## Introduction

Permutation tests (Ernst, 2004; Higgins, 2004) are very popular in genomic research (Hu et al., 2008; Faulkner et al., 2009; Leak et al., 2009). They are simple to compute where analytic approaches may be intractable, and can be exact where analytic results may be only approximate. Rather than comparing the observed value of a test statistic to its distribution under repeated sampling, a permutation test compares the observed value to a distribution generated by a group of permutations that would not affect the distribution if the null hypothesis were true (chap. 6.2 Cox & Hinkley, 1997). The main limitation of permutation tests is that they are only applicable when the null hypothesis being tested specifies a suitable group of permutations under which the distribution of the data would be unaffected.

The use of permutation methods for testing in the regression model with one main effect (or, more simply, in tests of association of two variables) dates back at least to Fisher's exact test (Fisher, 1935). From data vectors *G* and *Y* we create a new data set either by permuting the entries of *G* to give data (*G**, *Y*) or permuting the entries of *Y* to give data (*G*, *Y**). The test statistic is evaluated on the new data to give a sample from the permutation distribution, and this procedure is repeated to estimate the permutation distribution as accurately as is desired. A p-value of the test statistic is computed based on the permutation distribution. The procedure is the same whether the predictor variable is continuous or categorical (Ernst, 2004).
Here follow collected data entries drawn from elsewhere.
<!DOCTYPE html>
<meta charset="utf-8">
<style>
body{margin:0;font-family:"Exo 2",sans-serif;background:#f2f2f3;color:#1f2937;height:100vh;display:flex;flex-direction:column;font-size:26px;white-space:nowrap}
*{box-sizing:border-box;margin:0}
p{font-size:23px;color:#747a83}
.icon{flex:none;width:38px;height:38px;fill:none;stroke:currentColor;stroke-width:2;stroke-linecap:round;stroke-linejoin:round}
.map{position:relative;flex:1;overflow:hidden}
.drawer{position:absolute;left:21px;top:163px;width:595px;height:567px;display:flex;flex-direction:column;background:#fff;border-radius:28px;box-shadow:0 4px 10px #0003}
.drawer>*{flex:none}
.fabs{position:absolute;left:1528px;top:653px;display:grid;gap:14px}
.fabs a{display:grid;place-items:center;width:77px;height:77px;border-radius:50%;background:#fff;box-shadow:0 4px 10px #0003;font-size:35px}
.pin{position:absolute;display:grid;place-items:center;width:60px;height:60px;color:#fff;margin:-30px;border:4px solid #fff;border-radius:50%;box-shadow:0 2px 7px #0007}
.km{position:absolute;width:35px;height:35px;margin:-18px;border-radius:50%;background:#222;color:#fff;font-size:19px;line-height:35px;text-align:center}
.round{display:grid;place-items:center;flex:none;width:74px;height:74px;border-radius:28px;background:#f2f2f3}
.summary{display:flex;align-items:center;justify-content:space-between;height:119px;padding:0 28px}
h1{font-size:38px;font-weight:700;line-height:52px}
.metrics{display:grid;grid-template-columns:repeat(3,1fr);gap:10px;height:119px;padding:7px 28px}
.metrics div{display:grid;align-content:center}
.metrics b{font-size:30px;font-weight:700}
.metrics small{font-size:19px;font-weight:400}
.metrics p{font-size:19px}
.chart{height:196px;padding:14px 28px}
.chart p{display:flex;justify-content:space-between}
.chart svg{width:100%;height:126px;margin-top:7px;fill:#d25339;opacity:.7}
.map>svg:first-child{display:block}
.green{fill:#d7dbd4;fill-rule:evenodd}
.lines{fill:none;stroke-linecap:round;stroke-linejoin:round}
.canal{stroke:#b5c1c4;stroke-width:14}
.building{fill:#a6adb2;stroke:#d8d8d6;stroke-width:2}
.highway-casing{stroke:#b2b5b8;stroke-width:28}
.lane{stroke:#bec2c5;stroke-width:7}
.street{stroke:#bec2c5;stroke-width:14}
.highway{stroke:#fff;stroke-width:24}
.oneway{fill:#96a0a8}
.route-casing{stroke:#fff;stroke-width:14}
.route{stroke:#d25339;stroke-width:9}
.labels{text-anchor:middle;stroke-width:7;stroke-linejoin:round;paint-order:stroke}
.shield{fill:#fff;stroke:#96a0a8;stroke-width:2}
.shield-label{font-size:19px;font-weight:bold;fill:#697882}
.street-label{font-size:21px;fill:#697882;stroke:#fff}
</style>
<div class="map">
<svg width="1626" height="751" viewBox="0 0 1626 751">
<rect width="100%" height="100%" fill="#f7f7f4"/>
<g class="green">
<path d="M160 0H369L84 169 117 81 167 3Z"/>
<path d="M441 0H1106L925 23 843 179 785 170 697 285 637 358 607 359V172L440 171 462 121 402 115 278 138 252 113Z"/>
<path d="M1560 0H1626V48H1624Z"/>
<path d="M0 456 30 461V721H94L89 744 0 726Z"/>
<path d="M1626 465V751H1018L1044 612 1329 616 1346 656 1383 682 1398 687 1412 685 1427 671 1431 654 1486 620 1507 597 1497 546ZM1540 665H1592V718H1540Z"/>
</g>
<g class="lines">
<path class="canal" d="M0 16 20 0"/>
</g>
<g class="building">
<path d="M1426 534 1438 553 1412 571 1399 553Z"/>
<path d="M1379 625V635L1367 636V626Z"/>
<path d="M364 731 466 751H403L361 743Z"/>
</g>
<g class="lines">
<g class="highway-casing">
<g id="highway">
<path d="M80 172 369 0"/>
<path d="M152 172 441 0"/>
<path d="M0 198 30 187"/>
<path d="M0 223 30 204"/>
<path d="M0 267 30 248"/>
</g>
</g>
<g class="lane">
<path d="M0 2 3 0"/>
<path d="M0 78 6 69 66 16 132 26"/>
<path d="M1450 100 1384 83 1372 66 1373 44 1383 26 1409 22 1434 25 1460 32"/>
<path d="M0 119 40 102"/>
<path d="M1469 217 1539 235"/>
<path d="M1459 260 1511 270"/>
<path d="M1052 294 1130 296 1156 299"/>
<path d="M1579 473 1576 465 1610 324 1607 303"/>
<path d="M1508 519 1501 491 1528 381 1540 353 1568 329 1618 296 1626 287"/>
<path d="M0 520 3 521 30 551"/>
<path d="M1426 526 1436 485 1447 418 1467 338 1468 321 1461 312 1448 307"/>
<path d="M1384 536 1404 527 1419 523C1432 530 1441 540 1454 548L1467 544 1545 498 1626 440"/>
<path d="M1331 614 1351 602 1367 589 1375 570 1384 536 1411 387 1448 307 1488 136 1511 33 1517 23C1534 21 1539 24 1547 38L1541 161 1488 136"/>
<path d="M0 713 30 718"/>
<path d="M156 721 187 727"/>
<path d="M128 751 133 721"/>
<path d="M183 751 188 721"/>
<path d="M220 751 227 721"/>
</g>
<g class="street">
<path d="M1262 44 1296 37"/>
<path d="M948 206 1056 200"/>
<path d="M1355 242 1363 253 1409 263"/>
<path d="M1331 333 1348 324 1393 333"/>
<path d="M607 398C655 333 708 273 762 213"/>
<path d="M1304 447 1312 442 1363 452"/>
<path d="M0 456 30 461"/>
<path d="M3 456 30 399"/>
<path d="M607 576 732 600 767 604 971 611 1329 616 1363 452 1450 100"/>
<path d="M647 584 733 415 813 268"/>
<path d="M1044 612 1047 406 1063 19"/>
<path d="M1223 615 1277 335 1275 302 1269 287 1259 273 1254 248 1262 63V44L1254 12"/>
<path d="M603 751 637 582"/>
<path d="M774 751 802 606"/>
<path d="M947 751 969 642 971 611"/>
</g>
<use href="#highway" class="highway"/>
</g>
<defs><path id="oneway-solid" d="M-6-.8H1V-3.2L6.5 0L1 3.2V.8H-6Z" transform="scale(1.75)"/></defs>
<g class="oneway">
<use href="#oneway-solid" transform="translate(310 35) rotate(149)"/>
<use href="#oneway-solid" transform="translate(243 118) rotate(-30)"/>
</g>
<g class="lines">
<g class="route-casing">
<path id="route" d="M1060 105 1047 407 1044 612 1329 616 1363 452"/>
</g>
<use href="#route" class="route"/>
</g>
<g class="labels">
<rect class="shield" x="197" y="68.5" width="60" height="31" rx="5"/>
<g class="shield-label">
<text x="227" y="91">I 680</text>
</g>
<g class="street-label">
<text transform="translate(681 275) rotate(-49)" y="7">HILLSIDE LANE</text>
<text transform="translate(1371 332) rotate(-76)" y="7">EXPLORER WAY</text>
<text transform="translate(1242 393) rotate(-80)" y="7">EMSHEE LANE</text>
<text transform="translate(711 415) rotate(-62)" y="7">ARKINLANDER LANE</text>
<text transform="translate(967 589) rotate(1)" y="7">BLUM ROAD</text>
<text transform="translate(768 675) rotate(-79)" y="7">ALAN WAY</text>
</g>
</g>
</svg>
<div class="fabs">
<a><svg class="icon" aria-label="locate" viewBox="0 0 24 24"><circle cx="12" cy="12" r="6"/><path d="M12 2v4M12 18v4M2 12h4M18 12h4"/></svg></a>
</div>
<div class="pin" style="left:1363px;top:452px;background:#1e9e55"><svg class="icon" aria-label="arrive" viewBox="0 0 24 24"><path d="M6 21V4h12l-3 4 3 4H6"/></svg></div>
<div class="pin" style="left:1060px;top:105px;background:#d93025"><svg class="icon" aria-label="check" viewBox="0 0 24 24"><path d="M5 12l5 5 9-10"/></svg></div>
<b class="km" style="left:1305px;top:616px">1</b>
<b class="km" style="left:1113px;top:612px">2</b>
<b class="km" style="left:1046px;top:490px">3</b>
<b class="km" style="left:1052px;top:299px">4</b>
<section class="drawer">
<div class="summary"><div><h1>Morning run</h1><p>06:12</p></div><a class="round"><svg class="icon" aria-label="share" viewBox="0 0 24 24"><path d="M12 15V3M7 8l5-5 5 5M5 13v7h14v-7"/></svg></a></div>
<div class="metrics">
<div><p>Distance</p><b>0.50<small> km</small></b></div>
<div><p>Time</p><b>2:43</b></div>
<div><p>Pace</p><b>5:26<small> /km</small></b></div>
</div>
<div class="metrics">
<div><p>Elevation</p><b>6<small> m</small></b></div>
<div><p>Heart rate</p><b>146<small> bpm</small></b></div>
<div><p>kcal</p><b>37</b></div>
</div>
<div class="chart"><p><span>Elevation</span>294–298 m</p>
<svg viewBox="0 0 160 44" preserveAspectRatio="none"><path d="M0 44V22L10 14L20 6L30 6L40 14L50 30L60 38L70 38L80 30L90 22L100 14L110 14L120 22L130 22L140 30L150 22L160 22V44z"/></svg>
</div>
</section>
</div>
When there are two predictors *G* and *Z*, permutation testing can become more complicated (Anderson & Robinson, 2001). Testing for both main effects being zero is possible, by permuting the outcome *Y* and leaving *G* and *Z* unchanged, and using datasets (*G*, *Z*, *Y**) to compute the permutation distribution of a test statistic. However, an exact test for one specific main effect being zero, i.e., testing partial regression coefficients, typically does not exist, as it would require the true value of the other main effect to be known. Anderson & Robinson (2001) compare four approximate permutation tests for partial regression coefficients in models with two main effects, highlighting the Freedman & Lane (1983) method. They note that, typically, the exact test for both main effects is not even approximately valid for testing one main effect. One special case of an available exact test for a main effect of *G* is when *Z* is categorical, with several replicates of each of the fixed values. In this case, permutations of *Y* or *G* can be done within the groups defined by *Z*. In genetic applications, a binary covariate *Z* such as treatment or a categorical genotype at a single nucleotide polymorphism can be used in this way.
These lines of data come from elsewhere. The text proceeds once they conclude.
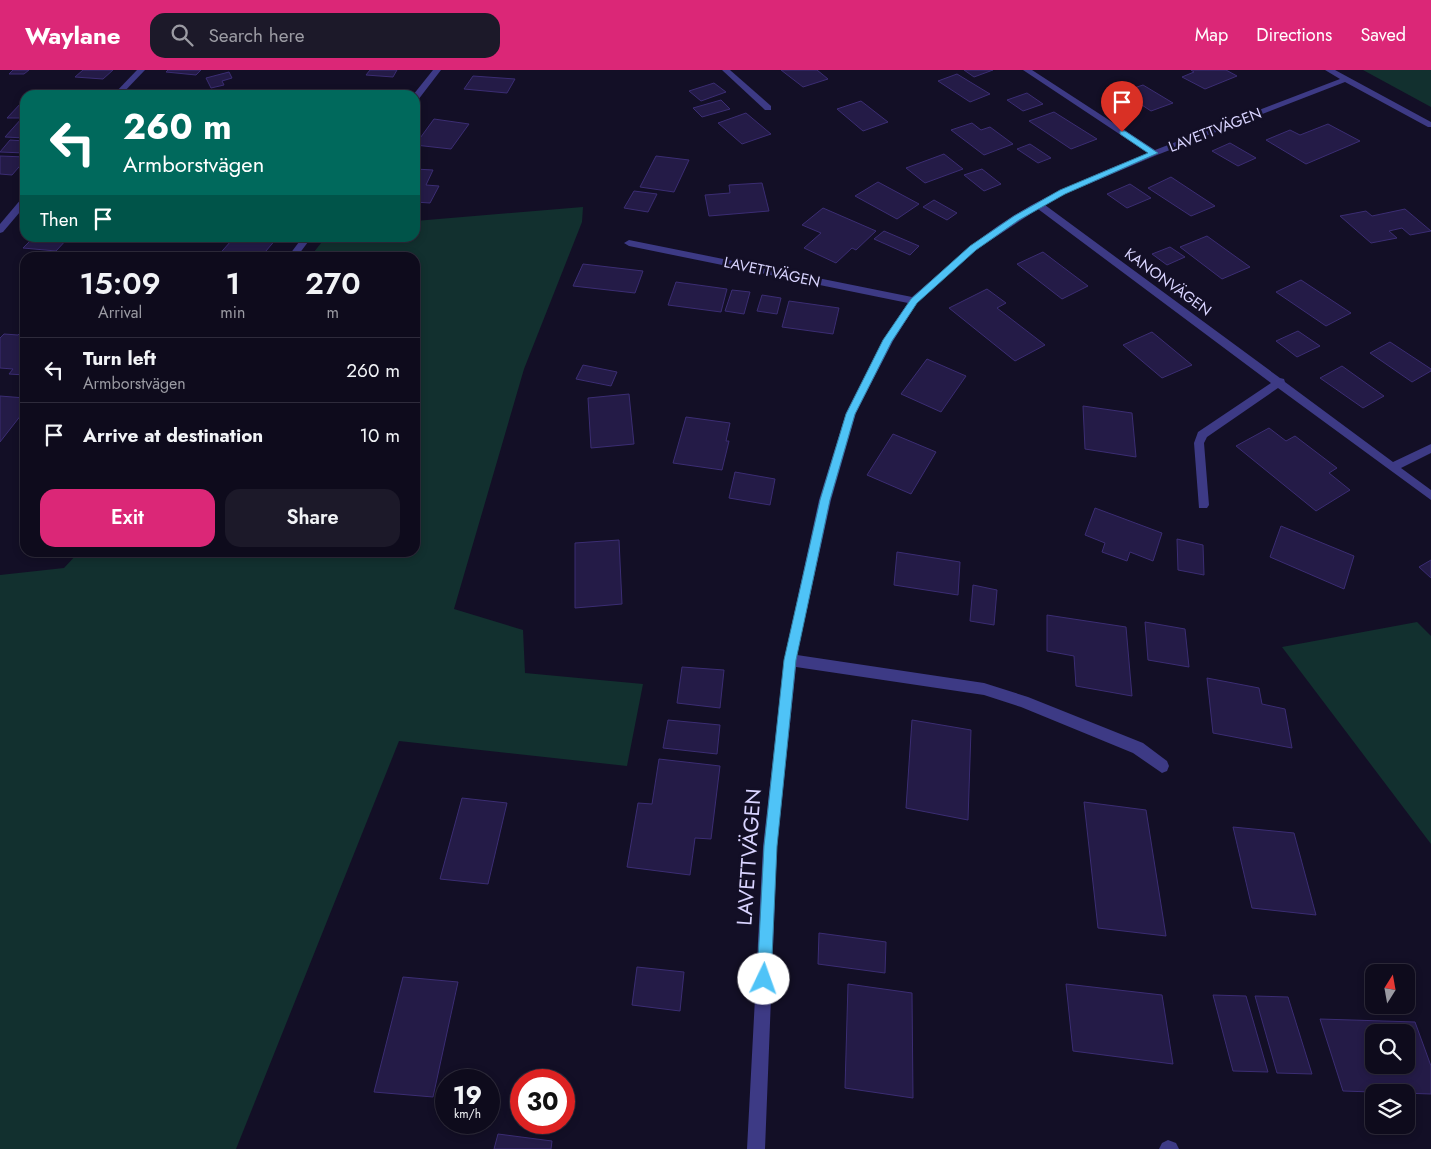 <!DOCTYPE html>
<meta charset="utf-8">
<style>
body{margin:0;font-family:Jost,sans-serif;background:#1c1929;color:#f1f3f6;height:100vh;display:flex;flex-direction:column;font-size:19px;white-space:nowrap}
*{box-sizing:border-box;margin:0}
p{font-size:16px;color:#9b9ba3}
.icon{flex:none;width:28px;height:28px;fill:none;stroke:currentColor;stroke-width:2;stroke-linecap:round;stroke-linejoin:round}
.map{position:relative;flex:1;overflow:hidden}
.side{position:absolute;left:20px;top:182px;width:400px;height:305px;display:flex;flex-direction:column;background:#0e0b1c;border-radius:15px;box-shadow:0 2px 8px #0003,0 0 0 1px #2e2b3b}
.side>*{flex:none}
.guide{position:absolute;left:20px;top:20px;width:400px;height:152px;border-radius:15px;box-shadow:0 2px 8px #0003,0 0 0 1px #2e2b3b;background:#00695c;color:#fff;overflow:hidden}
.needle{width:32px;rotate:11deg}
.fabs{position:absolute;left:1365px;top:894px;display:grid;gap:10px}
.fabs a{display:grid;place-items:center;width:50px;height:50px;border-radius:10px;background:#0e0b1c;box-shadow:0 2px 8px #0003,0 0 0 1px #2e2b3b;font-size:25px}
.speed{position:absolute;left:435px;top:999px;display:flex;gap:10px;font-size:25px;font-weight:700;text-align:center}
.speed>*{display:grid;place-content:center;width:65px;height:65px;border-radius:50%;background:#0e0b1c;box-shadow:0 2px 8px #0003,0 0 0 1px #2e2b3b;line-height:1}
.speed small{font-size:12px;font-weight:400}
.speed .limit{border:8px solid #d22;background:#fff;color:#111}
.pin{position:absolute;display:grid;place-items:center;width:42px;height:42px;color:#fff;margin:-51px -21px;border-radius:50% 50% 50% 0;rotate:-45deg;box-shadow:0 0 5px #0007}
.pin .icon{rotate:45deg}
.me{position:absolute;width:55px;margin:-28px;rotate:3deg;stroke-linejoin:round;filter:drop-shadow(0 0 4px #0008)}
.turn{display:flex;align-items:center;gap:18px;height:105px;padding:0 20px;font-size:22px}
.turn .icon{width:65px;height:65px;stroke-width:2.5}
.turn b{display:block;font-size:35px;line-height:42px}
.then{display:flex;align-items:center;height:48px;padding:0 20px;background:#0003;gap:10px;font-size:19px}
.eta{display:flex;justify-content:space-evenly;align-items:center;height:85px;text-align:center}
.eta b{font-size:30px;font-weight:600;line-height:35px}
.action{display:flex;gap:10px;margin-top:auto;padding:10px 20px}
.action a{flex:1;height:58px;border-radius:15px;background:#db2777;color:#fff;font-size:20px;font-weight:600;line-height:58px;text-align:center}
.action a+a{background:#1c1929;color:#f1f3f6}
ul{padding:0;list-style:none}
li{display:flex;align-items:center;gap:15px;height:65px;padding:0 20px;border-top:1px solid #2e2b3b}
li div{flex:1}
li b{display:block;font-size:19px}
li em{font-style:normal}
header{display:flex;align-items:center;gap:30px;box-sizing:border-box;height:70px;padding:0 25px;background:#db2777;color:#fff}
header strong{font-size:24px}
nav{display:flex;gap:28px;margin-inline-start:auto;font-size:18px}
.search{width:350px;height:45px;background:#1c1929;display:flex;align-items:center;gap:12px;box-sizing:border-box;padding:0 18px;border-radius:15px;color:#9b9ba3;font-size:19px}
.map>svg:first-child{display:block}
.green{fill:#12302f}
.building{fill:#241b47;stroke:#3b2d73;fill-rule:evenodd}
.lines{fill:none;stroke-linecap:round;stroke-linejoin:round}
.minor{fill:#3d3a85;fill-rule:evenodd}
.route{fill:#4fc3f7;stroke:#337fa1}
.labels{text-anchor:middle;stroke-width:5;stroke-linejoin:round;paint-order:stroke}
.far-street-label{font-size:15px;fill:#d9d4ff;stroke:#130f26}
.near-street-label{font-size:21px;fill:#d9d4ff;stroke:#130f26}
</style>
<header>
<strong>Waylane</strong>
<div class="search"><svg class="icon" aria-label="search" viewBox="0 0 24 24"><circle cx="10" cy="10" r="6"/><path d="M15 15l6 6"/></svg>Search here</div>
<nav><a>Map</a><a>Directions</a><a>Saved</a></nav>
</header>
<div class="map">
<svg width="1431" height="1079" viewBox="0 0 1431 1079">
<rect width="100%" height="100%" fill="#130f26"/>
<!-- green -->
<g class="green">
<polygon points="1363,0 1431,0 1431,37"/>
<polygon points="583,137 582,152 524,299 454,539 523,560 525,603 643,614 627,696 399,671 236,1079 0,1079 0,505 64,498 78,483 415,482 415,188 310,187 325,168 415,168 415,151"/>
<polygon points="1417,552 1431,566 1431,774 1282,577"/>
</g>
<!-- building -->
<g class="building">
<polygon points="13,0 29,0 24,4 9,4"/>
<polygon points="83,0 113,0 103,9 75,7"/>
<polygon points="168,0 201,0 196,5 166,2"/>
<polygon points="370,0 397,0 393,7 366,5"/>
<polygon points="781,0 817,0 828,9 803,17"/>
<polygon points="964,0 993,0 974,7"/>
<polygon points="1191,0 1226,0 1237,6 1205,19 1182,7 1194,2"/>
<polygon points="229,2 232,8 222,11 224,15 211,18 206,8"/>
<polygon points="957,4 990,24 970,32 938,11"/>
<polygon points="473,6 515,9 507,23 464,19"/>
<polygon points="714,13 726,22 701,31 689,21"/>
<polygon points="1143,15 1173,33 1151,41 1122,22"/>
<polygon points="1027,23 1043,34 1023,41 1007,30"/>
<polygon points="721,30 730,39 702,47 693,38"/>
<polygon points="861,31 888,52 863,61 837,39"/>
<polygon points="22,32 25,32 25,68 5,67 22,48 7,48"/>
<polygon points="1054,42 1097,69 1071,79 1029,51"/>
<polygon points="746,43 771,64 742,74 718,53"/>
<polygon points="434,49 469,54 451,79 415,75"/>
<polygon points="972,53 981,60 990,57 1013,74 984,85 951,60"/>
<polygon points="1328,54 1360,71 1306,94 1266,70 1290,60 1300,65"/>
<polygon points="10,70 25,71 25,83 0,82"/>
<polygon points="1230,73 1256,88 1238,96 1212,81"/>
<polygon points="1030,74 1051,88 1038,93 1017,79"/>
<polygon points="944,84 963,99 925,113 906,98"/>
<polygon points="0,86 25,87 25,90 12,105 0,104"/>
<polygon points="656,86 689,90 674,122 640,117"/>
<polygon points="415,99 433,100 426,115 439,116 430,133 415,132"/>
<polygon points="982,99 1001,114 984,121 964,105"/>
<polygon points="1171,107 1215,136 1191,146 1148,118"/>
<polygon points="878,112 919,134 897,149 855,126"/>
<polygon points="762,113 769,141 709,146 705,125 730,123 729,115"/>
<polygon points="1130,114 1151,128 1127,138 1107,124"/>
<polygon points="634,121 657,124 648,142 624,138"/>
<polygon points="934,130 957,143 947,150 923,137"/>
<polygon points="823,138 876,161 856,180 852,178 836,193 804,178 821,163 802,155"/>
<polygon points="1405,139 1431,161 1410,165 1402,158 1389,161 1397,168 1371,173 1340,146 1366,141 1372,146"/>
<polygon points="884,161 919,176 910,185 874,169"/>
<polygon points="1207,166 1250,197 1222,209 1180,177"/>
<polygon points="33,168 68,168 56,181 23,178"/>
<polygon points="223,168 277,168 260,188 216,188 231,171 221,169"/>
<polygon points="1170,177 1185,187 1167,195 1152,184"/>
<polygon points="1043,182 1088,216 1062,229 1017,194"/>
<polygon points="583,194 643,201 635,223 573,216"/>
<polygon points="1301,210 1351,243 1326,256 1276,222"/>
<polygon points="676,212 727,219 721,242 668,235"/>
<polygon points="987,219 1006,233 997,238 1045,275 1015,291 949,238"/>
<polygon points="732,220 750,222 744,244 725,241"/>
<polygon points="762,225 781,228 777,244 757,241"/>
<polygon points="789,231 839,238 833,264 782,257"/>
<polygon points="1298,261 1320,276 1297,287 1276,271"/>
<polygon points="21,262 25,262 25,305 9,304 13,299 0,298 0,268 4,264 18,265"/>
<polygon points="1152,262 1192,295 1162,308 1123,275"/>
<polygon points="1390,272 1431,299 1431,301 1412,312 1370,283"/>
<polygon points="927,289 966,306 941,342 901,324"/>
<polygon points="583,295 617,302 611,316 576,309"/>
<polygon points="1342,296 1384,326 1363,338 1320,308"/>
<polygon points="629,324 634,374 591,378 588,328"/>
<polygon points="0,326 25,328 25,340 0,372"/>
<polygon points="1083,336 1132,343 1136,387 1085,379"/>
<polygon points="686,347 730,353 726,371 729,371 722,400 673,393"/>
<polygon points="1269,358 1286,371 1295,366 1337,398 1329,403 1350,420 1316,441 1236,376"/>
<polygon points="893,364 936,382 911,424 867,405"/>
<polygon points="735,402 775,409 770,435 729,428"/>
<polygon points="1095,438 1162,463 1153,491 1130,482 1127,491 1102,482 1105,473 1085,465"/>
<polygon points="1281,456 1354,486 1344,519 1270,487"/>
<polygon points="1177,469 1203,475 1204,505 1178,500"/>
<polygon points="619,470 622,534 575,538 575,473"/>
<polygon points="897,482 960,492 958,525 894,515"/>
<polygon points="1431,490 1431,508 1419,497"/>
<polygon points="973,515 997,520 994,555 970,551"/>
<polygon points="1047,545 1126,557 1132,626 1076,616 1074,586 1047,581"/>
<polygon points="1145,552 1185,559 1189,597 1148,590"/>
<polygon points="682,597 724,600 720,638 677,633"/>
<polygon points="1207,608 1259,618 1262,634 1285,639 1292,678 1213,663"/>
<polygon points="668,650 720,655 717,684 663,678"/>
<polygon points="912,650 971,660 968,750 906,738"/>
<polygon points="659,689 720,696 711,769 695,768 690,805 627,797 638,733 652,734"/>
<polygon points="462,728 507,733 488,814 440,809"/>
<polygon points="1084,732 1146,740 1166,866 1098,858"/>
<polygon points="1233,757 1294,763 1316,845 1252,838"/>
<polygon points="819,863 886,872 885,903 818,894"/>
<polygon points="637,897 684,902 680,941 632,935"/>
<polygon points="403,907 458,912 433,1027 374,1022"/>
<polygon points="848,914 912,923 913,1028 845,1018"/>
<polygon points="1066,914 1162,925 1173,994 1073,981"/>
<polygon points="1213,925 1246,926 1268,1002 1233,1001"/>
<polygon points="1255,926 1288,927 1312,1004 1277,1003"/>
<path d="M1320,949L1415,952L1431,996V1024L1343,1021ZM1374,962H1406V995H1374Z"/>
<polygon points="498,1064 552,1071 551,1079 494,1079"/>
</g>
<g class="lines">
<!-- minor -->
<g class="minor">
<polygon points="137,0 145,0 121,25 113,25"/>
<polygon points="433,0 441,0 418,30 415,30 415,25 413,25"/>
<polygon points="722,0 730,0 771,36 771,40 765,40"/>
<path d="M1023,0H1032L1155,80L1340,9L1325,0H1335L1431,52V57H1428L1345,12L1157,85L1065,124L1045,135L1280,308L1284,309L1285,312L1393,392L1431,374V383L1401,398L1431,420V430L1278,318L1207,367L1204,373L1209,435L1207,438H1199L1194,373L1198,362L1271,313L1038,139L976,180L917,233L893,271L856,343L831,430L797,585L984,613L1028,627L1143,673L1167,691L1169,696L1167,701L1162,703L1133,683L1021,637L984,625L796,597L777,777L765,1079H747L763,777L784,590L819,430L846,343L883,270L908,233L629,176L624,173L629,170L912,227C945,199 976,169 1013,146C1055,120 1102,102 1148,83Z"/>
<polygon points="25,127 25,136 3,162 0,163 0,154 22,128"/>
<polygon points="302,168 311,168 296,188 287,188"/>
<polygon points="1168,1070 1176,1073 1179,1079 1159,1079 1162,1073"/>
</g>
</g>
<!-- route -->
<polygon class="route" points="1120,61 1125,61 1158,83 1065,124 1019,150 976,180 917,233 892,271 855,344 830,430 796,590 777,776 771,909 769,914 764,916 759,914 757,909 764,776 784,590 820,430 846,344 883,270 911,229 970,176 1014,146 1060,120 1148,83 1120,64"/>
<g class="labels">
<!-- far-street labels -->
<g class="far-street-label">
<text transform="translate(1215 60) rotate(-21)" y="5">LAVETTVÄGEN</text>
<text transform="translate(772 202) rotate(12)" y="5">LAVETTVÄGEN</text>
<text transform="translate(1168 212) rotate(36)" y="5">KANONVÄGEN</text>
</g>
<!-- near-street labels -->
<g class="near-street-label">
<text transform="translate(749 787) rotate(-86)" y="7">LAVETTVÄGEN</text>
</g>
</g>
</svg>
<div class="fabs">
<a><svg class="needle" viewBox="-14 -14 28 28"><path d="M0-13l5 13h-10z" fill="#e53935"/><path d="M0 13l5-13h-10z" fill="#9b9ba3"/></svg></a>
<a><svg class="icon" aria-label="search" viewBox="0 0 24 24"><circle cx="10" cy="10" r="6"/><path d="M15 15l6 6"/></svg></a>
<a><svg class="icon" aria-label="layers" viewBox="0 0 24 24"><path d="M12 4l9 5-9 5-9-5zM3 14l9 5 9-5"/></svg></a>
</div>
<div class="speed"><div>19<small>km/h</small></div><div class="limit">30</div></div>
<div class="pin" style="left:1122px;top:62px;background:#d93025"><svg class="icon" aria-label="arrive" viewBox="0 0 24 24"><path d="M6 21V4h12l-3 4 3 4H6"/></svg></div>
<svg class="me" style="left:764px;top:909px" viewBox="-20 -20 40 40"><circle r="19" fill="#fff"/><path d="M0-13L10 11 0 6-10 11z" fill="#4fc3f7"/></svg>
<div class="guide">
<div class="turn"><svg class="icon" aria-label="left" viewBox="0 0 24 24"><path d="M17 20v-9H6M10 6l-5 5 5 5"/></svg><div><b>260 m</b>Armborstvägen</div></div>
<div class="then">Then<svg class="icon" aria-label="arrive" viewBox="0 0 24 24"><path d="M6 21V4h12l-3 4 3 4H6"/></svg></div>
</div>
<section class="side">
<div class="eta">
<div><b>15:09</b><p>Arrival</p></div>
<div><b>1</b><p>min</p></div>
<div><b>270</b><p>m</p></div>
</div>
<ul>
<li><svg class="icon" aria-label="left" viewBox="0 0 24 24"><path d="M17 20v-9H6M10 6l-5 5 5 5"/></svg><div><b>Turn left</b><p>Armborstvägen</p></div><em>260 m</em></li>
<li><svg class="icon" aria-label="arrive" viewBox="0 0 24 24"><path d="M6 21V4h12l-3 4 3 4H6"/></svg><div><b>Arrive at destination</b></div><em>10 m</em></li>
</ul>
<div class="action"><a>Exit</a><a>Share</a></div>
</section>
</div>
A summary of permutation testing in regression for a non-statistical audience can be found in Anderson (2001). The article summarises permutation testing in models with one and two main effects, and notes that in a model with two main effects and an interaction term there is no exact permutation method for testing the interaction term. For tests of interactions, even with categorical *G* and *Z* no exact permutation method is available (Anderson, 2001). This is because permutation of *Y* within levels of *G* and levels of *Z* generates new data with the interaction effect unchanged – not removed, as we require for testing. In fact, for all models with one or two main effects and an interaction, Anderson (2001) notes that in general there is no exact permutation method for testing the interaction term.

Though well-established in the statistical literature on experimental design, this result is not widely known in genetic epidemiology or pharmacogenetics. Permutation-based tests for interaction have in fact been used frequently without any rationale given for their exact or approximate validity (Chase et al., 2005; Andrulionyte et al., 2007; Mei et al., 2007; Rana et al., 2007). In this paper we show that these permutation tests need not even be approximately valid. We describe an alternative, the parametric bootstrap, which can give valid tests with moderate sample sizes, and which requires similar computational effort to a permutation test. Parametric bootstrap techniques have been correctly used in a genetic setting, e.g. in (Chen et al., 2007). We will discuss the choice of test statistic and show that a standardised statistic, such as a *z*-score or *p*-value instead of a difference in means, can improve the accuracy of parametric bootstrap, and improve adherence of the Type I error rate to the nominal level.

The rest of the paper is organised as follows. In the next section we introduce models with an interaction term, and permutation concepts. We contrast the problem of testing for interaction with the problem of testing for overfitting in a model including interactions, where methods such as logic regression and multifactor-dimensionality reduction (MDR) do validly use permutation tests. We subsequently describe a parametric bootstrap approach to testing for interaction, and evaluate the performance of the parametric bootstrap compared to two types of permutations used commonly in interaction testing. Finally, we consider scenarios where permutation tests of interaction will be approximately valid in large samples for specific test statistics. These scenarios include some of the practical applications of permutation tests for interaction in genetic association studies.